MATERIAL FOR THIS TASK START

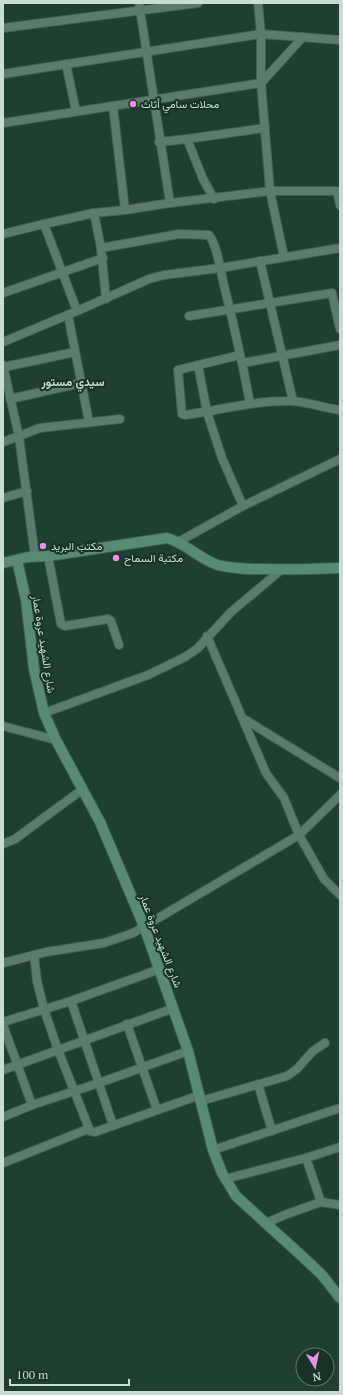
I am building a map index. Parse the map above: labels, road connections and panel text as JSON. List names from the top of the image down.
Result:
{
  "streets": {
    "street": ["شارع الشهيد عروة عمار"]
  },
  "districts": ["سيدي مستور"],
  "places": ["محلات سامي أثاث", "مكتب البريد", "مكتبة السماح"],
  "scale_bar": "100 m",
  "north": "bottom"
}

MATERIAL FOR THIS TASK END

__TASK DIRECTIONS__: Give the data again exactly, without pictures.

__RESPONSE FOR THIS EXERCISE__:
I am building a map index. Parse the map above: labels, road connections and panel text as JSON. List names from the top of the image down.
Result:
{
  "streets": {
    "street": ["شارع الشهيد عروة عمار"]
  },
  "districts": ["سيدي مستور"],
  "places": ["محلات سامي أثاث", "مكتب البريد", "مكتبة السماح"],
  "scale_bar": "100 m",
  "north": "bottom"
}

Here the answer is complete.